**TASK TO COMPLETE:** Reproduce word for word, from the entries below, the line with "Quick job: Describe", the line with "Quick job: Serialize", and every line between them, and nothing more.

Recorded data
⟨
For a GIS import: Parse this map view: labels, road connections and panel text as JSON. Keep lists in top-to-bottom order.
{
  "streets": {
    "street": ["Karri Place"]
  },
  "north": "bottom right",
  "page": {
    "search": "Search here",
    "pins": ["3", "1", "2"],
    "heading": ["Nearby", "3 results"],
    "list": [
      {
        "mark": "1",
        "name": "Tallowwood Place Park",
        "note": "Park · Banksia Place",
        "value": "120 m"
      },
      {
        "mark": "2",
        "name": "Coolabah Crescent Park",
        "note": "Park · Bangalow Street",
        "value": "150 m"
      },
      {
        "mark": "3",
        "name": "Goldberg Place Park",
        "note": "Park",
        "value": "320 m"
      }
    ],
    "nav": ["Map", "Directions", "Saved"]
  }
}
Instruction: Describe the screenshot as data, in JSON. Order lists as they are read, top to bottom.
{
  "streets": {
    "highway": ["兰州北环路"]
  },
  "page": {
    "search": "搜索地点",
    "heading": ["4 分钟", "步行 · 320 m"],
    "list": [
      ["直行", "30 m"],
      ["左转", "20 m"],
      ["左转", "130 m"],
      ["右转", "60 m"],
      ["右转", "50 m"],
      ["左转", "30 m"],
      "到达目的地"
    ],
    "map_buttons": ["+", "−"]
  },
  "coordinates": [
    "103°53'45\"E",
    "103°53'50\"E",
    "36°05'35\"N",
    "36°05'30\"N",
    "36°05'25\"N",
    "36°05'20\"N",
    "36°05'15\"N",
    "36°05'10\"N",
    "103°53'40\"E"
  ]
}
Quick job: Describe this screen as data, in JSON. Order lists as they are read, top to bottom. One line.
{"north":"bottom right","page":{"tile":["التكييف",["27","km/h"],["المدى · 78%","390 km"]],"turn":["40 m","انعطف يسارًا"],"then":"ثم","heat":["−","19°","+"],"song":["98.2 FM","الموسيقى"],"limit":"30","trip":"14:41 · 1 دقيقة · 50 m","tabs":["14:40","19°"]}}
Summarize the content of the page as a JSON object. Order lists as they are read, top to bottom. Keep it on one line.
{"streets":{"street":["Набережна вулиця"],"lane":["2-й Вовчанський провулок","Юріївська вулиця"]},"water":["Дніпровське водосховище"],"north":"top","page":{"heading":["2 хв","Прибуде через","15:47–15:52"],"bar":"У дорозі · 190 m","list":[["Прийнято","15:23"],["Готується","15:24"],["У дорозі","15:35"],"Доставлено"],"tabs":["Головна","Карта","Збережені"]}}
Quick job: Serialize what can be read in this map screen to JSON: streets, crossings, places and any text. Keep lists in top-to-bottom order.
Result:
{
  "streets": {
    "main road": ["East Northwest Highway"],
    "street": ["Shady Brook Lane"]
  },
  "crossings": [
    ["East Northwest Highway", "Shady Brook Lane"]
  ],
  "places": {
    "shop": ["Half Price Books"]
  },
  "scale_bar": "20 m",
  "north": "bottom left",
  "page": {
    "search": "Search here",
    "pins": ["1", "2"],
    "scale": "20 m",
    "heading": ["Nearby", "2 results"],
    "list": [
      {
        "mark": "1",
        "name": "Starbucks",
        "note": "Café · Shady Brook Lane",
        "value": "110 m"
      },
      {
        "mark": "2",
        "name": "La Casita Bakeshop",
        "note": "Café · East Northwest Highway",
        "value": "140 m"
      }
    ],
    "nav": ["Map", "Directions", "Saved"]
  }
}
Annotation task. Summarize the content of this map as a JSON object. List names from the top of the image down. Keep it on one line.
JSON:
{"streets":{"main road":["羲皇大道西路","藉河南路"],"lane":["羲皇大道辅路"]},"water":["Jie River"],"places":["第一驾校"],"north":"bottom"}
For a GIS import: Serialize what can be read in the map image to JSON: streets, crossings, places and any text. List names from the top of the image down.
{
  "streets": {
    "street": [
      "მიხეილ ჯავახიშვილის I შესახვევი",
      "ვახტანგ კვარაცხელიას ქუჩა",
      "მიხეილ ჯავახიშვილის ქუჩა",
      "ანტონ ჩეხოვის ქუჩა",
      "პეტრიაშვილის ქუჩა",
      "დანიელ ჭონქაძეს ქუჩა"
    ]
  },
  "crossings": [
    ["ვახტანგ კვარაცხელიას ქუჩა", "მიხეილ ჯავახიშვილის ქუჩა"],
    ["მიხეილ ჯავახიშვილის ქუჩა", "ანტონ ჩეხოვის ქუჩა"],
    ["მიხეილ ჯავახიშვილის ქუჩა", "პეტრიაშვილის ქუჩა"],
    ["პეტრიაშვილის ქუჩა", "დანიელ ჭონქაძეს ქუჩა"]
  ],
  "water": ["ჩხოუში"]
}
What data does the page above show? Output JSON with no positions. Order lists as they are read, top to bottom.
⟩
**REPLY TO THE TASK:**
Quick job: Describe this screen as data, in JSON. Order lists as they are read, top to bottom. One line.
{"north":"bottom right","page":{"tile":["التكييف",["27","km/h"],["المدى · 78%","390 km"]],"turn":["40 m","انعطف يسارًا"],"then":"ثم","heat":["−","19°","+"],"song":["98.2 FM","الموسيقى"],"limit":"30","trip":"14:41 · 1 دقيقة · 50 m","tabs":["14:40","19°"]}}
Summarize the content of the page as a JSON object. Order lists as they are read, top to bottom. Keep it on one line.
{"streets":{"street":["Набережна вулиця"],"lane":["2-й Вовчанський провулок","Юріївська вулиця"]},"water":["Дніпровське водосховище"],"north":"top","page":{"heading":["2 хв","Прибуде через","15:47–15:52"],"bar":"У дорозі · 190 m","list":[["Прийнято","15:23"],["Готується","15:24"],["У дорозі","15:35"],"Доставлено"],"tabs":["Головна","Карта","Збережені"]}}
Quick job: Serialize what can be read in this map screen to JSON: streets, crossings, places and any text. Keep lists in top-to-bottom order.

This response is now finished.